Pull request 449 (associated with issue 446) breaks applications in the field and needs to be revisited #498

KRyden · 2019-08-21T23:25:58Z

Pull request #449's description is vague but is associated with a larger discussion in #446. There are several issues with this pull request - which has already been integrated into the working Geopackage document.

Issue#1 - the pull request removes the AUTOINCREMENT. AUTOINCREMENT is used in fielded software to allow SQLite to manage the unique row ID. The following code already in use in the field will no longer work without AUTOINCREMENT:

CREATE TABLE example1 (
id INTEGER PRIMARY KEY,
tag TEXT NOT NULL,
geom POINT);

And then insert like so:

INSERT INTO example1 (tag,geom)
VALUES (‘Row 1’,ST_GeomFromText(‘POINT (1 1)’,4326));

In this example, ID is autogenerated by SQLite - without this, the application would have to manage the rowid.

Issue#2: AUTOINCREMENT is still referenced in several tables - was the intent to remove it everywhere (which would be bad as discussed above)?

Issue#3: Requirement 150 probably does not meet modular specification requirements:

Requirement 150
A feature table or view SHALL have a column that uniquely identifies the row. For a feature table, the column SHOULD be an integer primary key. If there is no primary key column, the first column SHALL be of type INTEGER and SHALL contain unique values for each row.

The "SHOULD" would prevent Requirement 150 from being a testable requirement, and really doesn't add anything. this needs to be reviewed.

Issue#4: it's not clear that quorum was present for the adoption of this change. The wiki page shows 11 voting members, but only five present - 6 would be needed for quorum (50%, but odd number so +1). https://portal.opengeospatial.org/wiki/GEOPACKAGEswg/06-May-2019 - it's quite possible somebody else was there or came in late and was not logged as present - this is merely an observation.

Bottom line, issue#1 removal of AUTOINCREMENT breaks existing software.

jyutzler · 2019-08-22T01:55:32Z

After a thorough investigation, I do not believe any action is required here.

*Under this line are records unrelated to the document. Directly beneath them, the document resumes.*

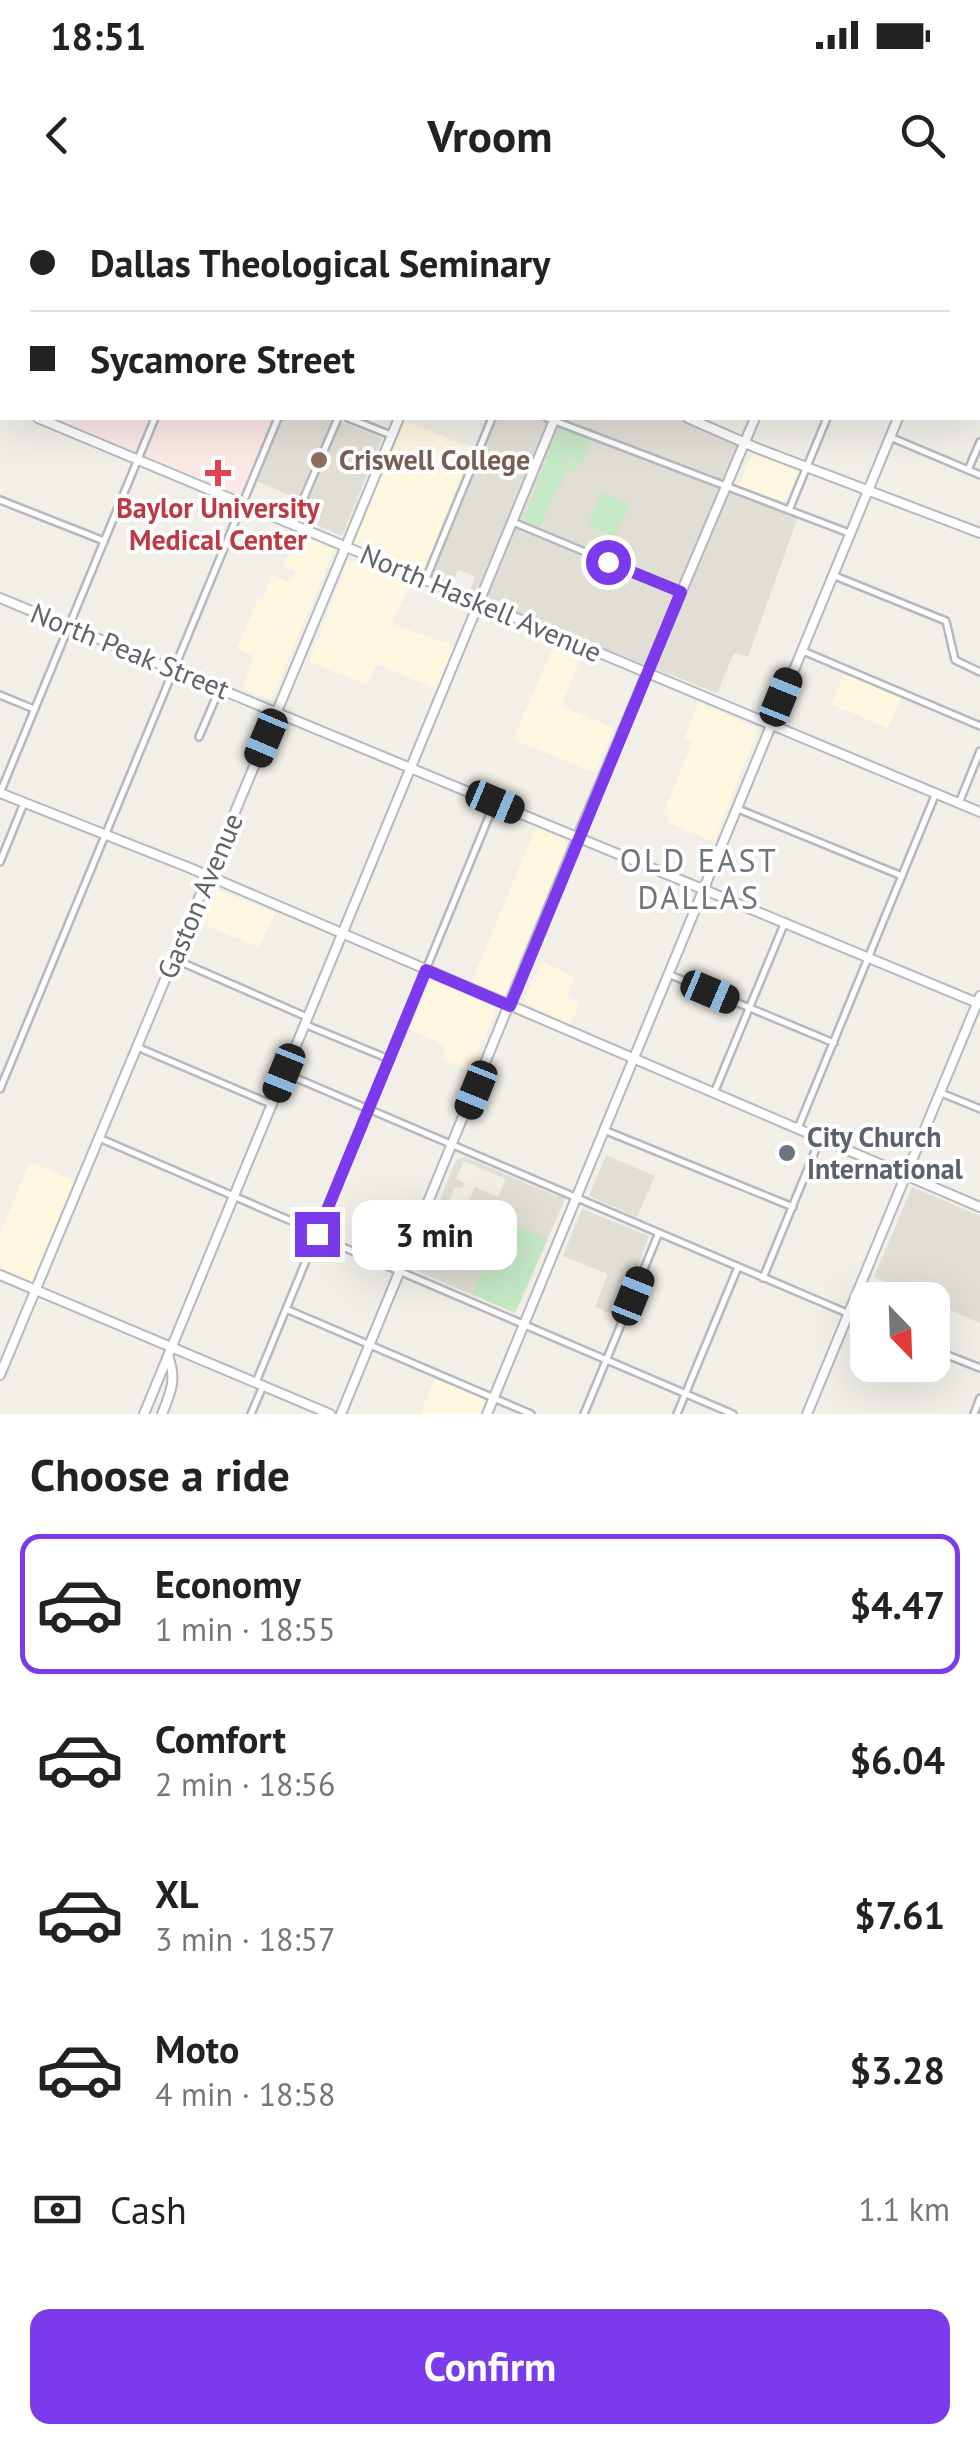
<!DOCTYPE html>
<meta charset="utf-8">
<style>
body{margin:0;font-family:"PT Sans",sans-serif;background:#f6f6f6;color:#222;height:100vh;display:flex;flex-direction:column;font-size:38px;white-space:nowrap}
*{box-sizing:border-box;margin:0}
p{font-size:32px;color:#767676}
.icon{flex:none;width:55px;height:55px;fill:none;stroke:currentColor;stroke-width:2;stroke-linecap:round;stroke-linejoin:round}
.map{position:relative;height:1214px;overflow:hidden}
.details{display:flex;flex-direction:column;background:#fff;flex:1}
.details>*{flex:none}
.hud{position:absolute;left:0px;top:0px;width:980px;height:220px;box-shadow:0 10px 40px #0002;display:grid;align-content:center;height:220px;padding:0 30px;background:#fff}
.needle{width:65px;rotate:157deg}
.tools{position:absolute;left:850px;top:1082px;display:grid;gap:20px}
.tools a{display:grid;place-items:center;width:100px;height:100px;border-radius:20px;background:#fff;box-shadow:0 10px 40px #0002;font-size:50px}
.end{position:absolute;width:45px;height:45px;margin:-22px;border:12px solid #7c3aed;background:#fff;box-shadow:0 0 0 5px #fff}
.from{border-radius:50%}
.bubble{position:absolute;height:70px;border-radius:20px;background:#fff;box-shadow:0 10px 40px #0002;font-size:32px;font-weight:800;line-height:70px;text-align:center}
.car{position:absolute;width:30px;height:60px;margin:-30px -15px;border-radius:12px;box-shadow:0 0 8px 2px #0007;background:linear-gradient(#222 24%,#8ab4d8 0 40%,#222 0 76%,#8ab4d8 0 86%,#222 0)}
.hud b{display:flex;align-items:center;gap:35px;height:95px;font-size:38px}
.hud b+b{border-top:2px solid #e0e0e0}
.hud i{width:25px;height:25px;background:#222}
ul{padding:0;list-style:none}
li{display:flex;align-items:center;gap:30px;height:140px;margin:0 20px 15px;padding:0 10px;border:5px solid transparent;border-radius:20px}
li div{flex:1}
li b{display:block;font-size:38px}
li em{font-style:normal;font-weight:800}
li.on{border-color:#7c3aed}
li>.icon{width:90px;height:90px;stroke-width:1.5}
h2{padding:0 30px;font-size:45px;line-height:120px}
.pay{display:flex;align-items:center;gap:25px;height:110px;padding:0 30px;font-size:38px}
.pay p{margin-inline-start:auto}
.cta{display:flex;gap:20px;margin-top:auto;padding:20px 30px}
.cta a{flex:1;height:115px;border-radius:20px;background:#7c3aed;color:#fff;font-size:40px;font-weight:800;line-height:115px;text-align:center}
.status{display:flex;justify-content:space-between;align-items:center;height:70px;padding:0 50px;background:#fff;direction:ltr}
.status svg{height:28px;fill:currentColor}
header{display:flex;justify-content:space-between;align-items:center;height:130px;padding:0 30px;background:#fff;font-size:45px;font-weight:800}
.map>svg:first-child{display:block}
.commercial{fill:#fef7e0}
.education{fill:#e1ded6;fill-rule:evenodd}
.medical{fill:#fce8e6}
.green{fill:#c5e8c5}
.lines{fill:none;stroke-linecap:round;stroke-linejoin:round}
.minor-casing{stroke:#b5b8bc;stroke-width:10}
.tertiary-casing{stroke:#b5b8bc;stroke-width:12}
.secondary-casing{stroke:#b6babf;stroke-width:12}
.minor{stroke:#fff;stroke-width:5}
.tertiary{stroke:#fff;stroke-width:8}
.secondary{stroke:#fff;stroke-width:8}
.route{stroke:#7c3aed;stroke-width:12}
.education-dot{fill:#8d6e63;stroke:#fff;stroke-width:4}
.health-dot{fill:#e0444e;stroke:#fff;stroke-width:4}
.worship-dot{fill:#6b7280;stroke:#fff;stroke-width:4}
.labels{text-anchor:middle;stroke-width:8;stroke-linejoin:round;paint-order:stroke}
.education-label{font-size:28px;font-weight:bold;fill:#785e54;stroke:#fff;text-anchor:start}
.health-label{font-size:28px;font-weight:bold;fill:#be3a42;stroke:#fff}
.street-label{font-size:28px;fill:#5f6368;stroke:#fff}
.worship-label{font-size:28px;font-weight:bold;fill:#5b616d;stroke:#fff;text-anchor:start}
.quarter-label{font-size:32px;letter-spacing:2.5px;fill:#70757a;stroke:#fff}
</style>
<div class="status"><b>18:51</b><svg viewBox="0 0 49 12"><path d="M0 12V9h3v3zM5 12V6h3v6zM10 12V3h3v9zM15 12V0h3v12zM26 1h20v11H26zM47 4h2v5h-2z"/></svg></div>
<header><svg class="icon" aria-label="back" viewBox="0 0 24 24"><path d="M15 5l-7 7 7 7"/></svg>Vroom<svg class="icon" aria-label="search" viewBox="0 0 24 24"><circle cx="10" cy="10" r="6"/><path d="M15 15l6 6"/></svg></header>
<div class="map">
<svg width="980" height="1214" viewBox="0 0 980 1214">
<rect width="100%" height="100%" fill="#f1efe8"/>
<g class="commercial">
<polygon points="403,220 473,248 423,372 353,344"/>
<polygon points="753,253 799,272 785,302 739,285"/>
<polygon points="298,333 333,347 334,351 271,500 242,488 254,456 237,449 259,397 263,398 272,375 290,383 295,371 283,366"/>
<polygon points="354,361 411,384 392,421 393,424 456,447 439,490 377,464 367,485 309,461 347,363"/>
<polygon points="555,443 582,455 561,506 614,528 595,573 513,539"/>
<polygon points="844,474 901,498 888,528 831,504"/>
<polygon points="699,502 758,529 714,642 667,622 669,616 663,614 692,543 684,539"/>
<polygon points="536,627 564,639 567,644 505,795 471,784"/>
<polygon points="219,690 275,713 259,747 200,723 213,691"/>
<polygon points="542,761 574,777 567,797 580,803 570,825 527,804 525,797"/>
<polygon points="432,780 496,809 471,871 441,859 446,846 409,829"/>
<polygon points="30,962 75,981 32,1082 0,1068 0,1033"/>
<polygon points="436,1177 483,1197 486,1199 480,1214 420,1214"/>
</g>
<g class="education">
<polygon points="281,218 332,218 382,238 342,336 302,319 308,303 256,281"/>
<polygon points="494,218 538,218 555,224 558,218 681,218 740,243 739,247 742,249 728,286 799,314 748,457 734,453 717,493 468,396 475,376 458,370 451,388 431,379"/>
<polygon points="606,955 655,976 637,1017 589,996"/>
<path d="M 465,957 L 556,996 L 560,988 L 568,992 L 515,1113 L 417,1071 L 414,1065 L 456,960 ZM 464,961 L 506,979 L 498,997 L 475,987 L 462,1016 L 482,1024 L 480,1029 L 484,1032 L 477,1047 L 453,1039 L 450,1034 L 438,1029 L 455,987 L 460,988 L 466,984 L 456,979 Z"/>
<polygon points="912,987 980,1016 980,1123 874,1077"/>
<polygon points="582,1009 649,1036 619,1117 595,1107 608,1074 563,1056"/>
</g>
<g class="medical">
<polygon points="9,0 705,0 7,2"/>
<polygon points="51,218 272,218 240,294"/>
</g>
<g class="green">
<polygon points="559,227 591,240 582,264 561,257 578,266 575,273 567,270 560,287 557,287 540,328 523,319"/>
<polygon points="601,292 630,304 616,337 588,325"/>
<polygon points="504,1020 548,1039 515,1113 472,1094"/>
</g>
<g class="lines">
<g class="minor-casing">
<g id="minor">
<polyline points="735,0 741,2"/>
<polyline points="122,2 124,0"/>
<polyline points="243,2 244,0"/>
<polyline points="365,2 366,0"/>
<polyline points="580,2 582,0"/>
<polyline points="706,2 707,0"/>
<polyline points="0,5 2,0"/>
<polyline points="978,45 980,46"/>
<polyline points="0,75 2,76"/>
<polyline points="978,101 980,102"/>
<polyline points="978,164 980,165"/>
<polyline points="348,218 391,235"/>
<polyline points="547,218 849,333"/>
<polyline points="890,237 980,275"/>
<polyline points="968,270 980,242"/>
<polyline points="0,300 104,341"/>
<polyline points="789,310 827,218"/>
<polyline points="513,322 681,392"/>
<polyline points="293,323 338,218"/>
<polyline points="835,376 946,421 955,460 980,472"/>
<polyline points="425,381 492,218"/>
<polyline points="803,451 980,526"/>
<polyline points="0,495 34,509"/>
<polyline points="199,537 220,488"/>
<polyline points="0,593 155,218"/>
<polyline points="959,603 980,551"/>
<polyline points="738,609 902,676"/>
<polyline points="0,662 24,603"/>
<polyline points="174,759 307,817"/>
<polyline points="668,774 834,843"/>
<polyline points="304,824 389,859"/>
<polyline points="137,847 271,904"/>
<polyline points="284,873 868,1122"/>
<polyline points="0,889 278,218"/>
<polyline points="939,892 980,909"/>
<polyline points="714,893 785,722"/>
<polyline points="798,928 936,593"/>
<polyline points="604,930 793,1007"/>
<polyline points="99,938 312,1030 324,1039 733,1214"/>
<polyline points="763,1078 820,939"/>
<polyline points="286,1109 531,1214"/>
<polyline points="932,1149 980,1168"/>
<polyline points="256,1182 495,602"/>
<polyline points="251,1214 263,1186"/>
<polyline points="584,1214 658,1035"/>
<polyline points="677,1214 738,1067"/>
<polyline points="974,1214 980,1198"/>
</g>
</g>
<g class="tertiary-casing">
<g id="tertiary">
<polyline points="173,0 180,2"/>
<polyline points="485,2 486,0"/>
<polyline points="644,2 645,0"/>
<polyline points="843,2 844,0"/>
<polyline points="978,26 980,20"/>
<polyline points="688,218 759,249 980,333"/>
<polyline points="346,346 399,218"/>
<polyline points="0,593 190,668 980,1007"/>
<polyline points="0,1075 330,1214"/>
<polyline points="144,1214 555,218"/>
<path d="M 162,1214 C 171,1192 177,1179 168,1156"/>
<polyline points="341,1214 581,629 755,218"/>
<polyline points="487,1214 898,218"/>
</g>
</g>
<g class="secondary-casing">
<g id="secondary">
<polyline points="0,202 2,203"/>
<polyline points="38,218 980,612"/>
<polyline points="0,398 980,804"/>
<polyline points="0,1175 346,346"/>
<polyline points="807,1214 980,796"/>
</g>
</g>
<use href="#minor" class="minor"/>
<use href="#tertiary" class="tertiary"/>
<use href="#secondary" class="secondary"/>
</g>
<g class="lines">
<polyline class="route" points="317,1034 426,770 510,806 681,392 608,362"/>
</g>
<circle class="education-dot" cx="319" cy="260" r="10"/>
<path class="health-dot" d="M213 258h10v10h10v10h-10v10h-10v-10h-10v-10h10z"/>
<circle class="worship-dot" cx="787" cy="953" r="10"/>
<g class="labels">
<g class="education-label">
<text x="339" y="270">Criswell College</text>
</g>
<g class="health-label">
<text x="218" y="318">Baylor University<tspan x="218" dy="32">Medical Center</tspan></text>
</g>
<g class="street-label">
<text transform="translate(481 403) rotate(23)" y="10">North Haskell Avenue</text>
<text transform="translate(130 451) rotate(22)" y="10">North Peak Street</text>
<text transform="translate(200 696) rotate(-67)" y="10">Gaston Avenue</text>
</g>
<g class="worship-label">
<text x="807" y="947">City Church<tspan x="807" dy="32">International</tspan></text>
</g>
<g class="quarter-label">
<text x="699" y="672">OLD EAST<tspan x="699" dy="37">DALLAS</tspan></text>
</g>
</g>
</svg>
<div class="tools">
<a><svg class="needle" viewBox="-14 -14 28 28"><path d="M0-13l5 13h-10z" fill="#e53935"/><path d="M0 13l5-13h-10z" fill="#767676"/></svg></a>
</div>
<i class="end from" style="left:608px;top:362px"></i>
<i class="end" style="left:317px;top:1034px"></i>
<div class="bubble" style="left:352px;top:1000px;width:165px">3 min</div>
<i class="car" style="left:781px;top:497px;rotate:22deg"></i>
<i class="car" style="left:266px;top:538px;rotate:203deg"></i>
<i class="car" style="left:495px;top:602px;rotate:113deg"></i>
<i class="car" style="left:710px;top:792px;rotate:113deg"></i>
<i class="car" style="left:284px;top:873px;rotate:202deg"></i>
<i class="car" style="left:476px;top:890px;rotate:202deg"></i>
<i class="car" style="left:633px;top:1096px;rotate:22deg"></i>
<div class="hud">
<b><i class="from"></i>Dallas Theological Seminary</b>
<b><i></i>Sycamore Street</b>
</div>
</div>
<section class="details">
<h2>Choose a ride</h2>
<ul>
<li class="on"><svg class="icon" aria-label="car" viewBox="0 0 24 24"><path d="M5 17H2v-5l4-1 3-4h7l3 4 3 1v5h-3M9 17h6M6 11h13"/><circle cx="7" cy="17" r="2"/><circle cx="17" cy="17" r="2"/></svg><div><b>Economy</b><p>1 min · 18:55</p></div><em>$4.47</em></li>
<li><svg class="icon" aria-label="car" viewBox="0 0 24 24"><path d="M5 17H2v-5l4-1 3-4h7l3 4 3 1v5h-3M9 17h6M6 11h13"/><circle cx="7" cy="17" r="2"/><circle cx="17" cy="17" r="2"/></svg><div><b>Comfort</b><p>2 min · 18:56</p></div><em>$6.04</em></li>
<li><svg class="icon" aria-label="car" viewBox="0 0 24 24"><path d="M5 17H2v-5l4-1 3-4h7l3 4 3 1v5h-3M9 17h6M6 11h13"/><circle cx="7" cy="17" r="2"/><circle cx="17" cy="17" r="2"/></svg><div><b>XL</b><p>3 min · 18:57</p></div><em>$7.61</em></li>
<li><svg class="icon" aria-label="car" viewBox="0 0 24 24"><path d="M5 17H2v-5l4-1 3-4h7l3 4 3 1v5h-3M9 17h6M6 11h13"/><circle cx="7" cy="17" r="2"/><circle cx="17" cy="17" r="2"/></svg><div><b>Moto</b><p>4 min · 18:58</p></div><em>$3.28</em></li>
</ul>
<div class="pay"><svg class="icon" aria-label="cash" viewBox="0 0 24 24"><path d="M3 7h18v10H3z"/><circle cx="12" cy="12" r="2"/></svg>Cash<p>1.1 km</p></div>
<div class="cta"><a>Confirm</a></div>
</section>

Your understanding of AUTOINCREMENT is incorrect. Most of the time, you do not need it. You can try this on your own - create a table without AUTOINCREMENT, add a row with a null primary key, delete the row, and add another. SQLite will manage the keys for you and assign the primary key value 1 to the second row (1 greater than the highest key already in use). The only time you need AUTOINCREMENT is if you are doing a lot of inserting and deleting and you want to prevent a primary key value from being reused.
I don't think believe we need to take any action on AUTOINCREMENT. It does not appear in any of the normative table definitions in Annex C, just the informative ones. Even in v1.0.1, the DDL for a features table was always informative. The ATS (http://www.geopackage.org/spec121/index.html#_vector_features_user_data_tables et. al.) and ETS don't test for it.
It is unclear to me how Requirement 150 would violate the modular specification. Technically you can have whatever type you want as a primary key and it can be in any position in the table. We are just adding another path that would allow views to function. Supporting views in GeoPackage has been part of the intent from the beginning (the words "or view" appear all over the 1.0.1 version) and multiple OGC members have directly asked me how to do it. Since primary keys don't exist for views in SQLite, it wasn't possible to implement a view with a strict interpretation of the requirements of v1.0, 1.1, or 1.2. PR 449 was designed to fix this as best as we could. Of course if you try to update a view it won't work, but IMHO that is working as designed.
This was a clerical error - I just failed to put a trailing * after Kevin and Tracey's names to make them bold to indicate their attendance. Tracey seconded a motion and that is proof she was in fact on the call. I have corrected the meeting notes.

jerstlouis · 2019-11-12T16:13:52Z

From https://www.sqlite.org/autoinc.html :

the purpose of AUTOINCREMENT is to prevent the reuse of ROWIDs from previously deleted rows.

jyutzler · 2019-11-12T17:34:17Z

In today's SWG meeting, @KRyden requested more time to review the issue.

jyutzler · 2020-05-13T18:23:29Z

#517 should not be closed until this is completely adjudicated

jyutzler · 2020-06-10T12:19:52Z

Reopening this issue because of feedback we received during open comment.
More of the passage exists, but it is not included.